### ASSIGNED TASK
"strokeStyle" is the word to look for; say how many lines of the listing below contain it, and nothing else.

### DATA
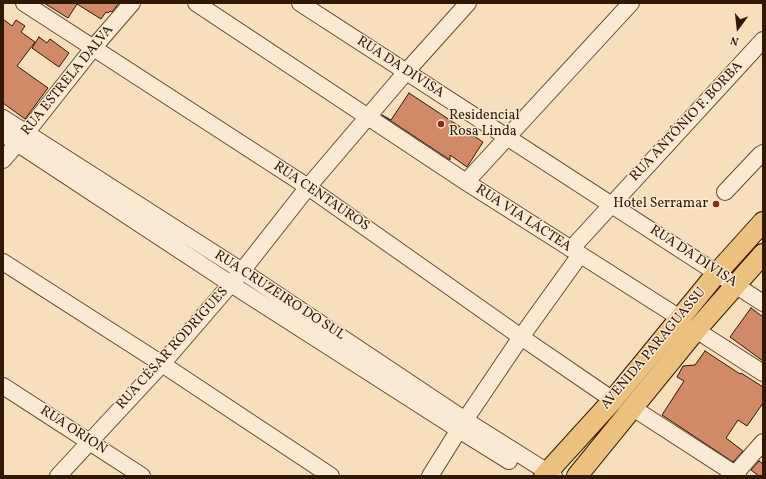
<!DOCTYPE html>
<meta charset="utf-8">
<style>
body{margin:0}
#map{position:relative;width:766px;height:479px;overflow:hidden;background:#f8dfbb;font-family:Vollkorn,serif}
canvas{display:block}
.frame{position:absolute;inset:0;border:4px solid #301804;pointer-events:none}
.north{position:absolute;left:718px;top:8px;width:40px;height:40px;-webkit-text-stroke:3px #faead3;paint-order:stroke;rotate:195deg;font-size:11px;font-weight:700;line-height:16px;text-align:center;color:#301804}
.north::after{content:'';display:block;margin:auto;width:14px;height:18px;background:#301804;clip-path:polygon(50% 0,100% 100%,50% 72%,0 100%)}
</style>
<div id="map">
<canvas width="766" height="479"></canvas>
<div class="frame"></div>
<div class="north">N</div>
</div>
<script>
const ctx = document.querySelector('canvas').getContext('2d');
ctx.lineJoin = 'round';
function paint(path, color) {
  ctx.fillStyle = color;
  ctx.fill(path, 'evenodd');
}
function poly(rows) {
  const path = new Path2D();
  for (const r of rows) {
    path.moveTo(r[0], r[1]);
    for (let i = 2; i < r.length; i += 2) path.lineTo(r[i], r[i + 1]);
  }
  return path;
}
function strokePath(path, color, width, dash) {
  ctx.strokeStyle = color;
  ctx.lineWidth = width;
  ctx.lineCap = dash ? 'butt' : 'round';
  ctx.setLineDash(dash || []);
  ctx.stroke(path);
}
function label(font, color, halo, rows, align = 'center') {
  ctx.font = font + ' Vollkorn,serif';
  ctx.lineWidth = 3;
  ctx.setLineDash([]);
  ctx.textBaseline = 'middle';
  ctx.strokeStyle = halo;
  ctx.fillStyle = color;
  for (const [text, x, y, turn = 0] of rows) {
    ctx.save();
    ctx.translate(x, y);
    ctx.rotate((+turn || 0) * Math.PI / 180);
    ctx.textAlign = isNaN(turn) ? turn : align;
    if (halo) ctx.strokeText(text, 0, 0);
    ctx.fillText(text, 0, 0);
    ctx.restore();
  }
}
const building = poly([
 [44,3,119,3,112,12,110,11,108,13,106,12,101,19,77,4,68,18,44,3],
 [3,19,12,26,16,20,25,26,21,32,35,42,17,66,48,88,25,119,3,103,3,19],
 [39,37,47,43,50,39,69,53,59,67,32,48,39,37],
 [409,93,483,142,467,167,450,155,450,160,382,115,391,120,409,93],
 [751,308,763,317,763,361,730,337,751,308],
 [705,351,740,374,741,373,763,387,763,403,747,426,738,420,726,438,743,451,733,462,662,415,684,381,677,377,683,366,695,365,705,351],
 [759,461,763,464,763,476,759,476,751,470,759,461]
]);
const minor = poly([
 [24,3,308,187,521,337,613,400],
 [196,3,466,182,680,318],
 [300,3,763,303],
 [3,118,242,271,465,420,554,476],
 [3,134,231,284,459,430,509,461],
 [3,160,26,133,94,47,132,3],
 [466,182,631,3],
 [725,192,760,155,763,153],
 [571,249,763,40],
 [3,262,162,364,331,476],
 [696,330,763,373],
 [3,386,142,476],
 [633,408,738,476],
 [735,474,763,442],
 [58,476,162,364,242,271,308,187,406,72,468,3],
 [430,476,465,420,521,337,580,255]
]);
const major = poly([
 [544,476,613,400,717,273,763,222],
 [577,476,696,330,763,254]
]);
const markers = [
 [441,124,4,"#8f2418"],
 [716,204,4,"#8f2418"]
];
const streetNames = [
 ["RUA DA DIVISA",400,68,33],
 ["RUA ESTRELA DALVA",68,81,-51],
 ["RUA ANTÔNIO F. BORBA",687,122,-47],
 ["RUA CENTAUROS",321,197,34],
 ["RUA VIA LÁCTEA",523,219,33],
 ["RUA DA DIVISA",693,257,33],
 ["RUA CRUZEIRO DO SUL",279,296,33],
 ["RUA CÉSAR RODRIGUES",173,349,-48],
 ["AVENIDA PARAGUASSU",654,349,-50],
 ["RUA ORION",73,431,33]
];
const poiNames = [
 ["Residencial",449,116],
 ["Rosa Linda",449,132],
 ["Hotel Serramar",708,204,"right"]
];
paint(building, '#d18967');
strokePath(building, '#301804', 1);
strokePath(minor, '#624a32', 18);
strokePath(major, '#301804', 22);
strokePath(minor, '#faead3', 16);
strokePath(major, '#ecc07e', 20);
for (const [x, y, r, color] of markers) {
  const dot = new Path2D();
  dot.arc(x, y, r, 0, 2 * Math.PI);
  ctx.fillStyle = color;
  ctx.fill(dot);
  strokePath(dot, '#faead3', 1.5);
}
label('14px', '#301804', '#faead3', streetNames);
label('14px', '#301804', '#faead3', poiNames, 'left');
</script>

### OUTPUT FOR THIS EXERCISE
2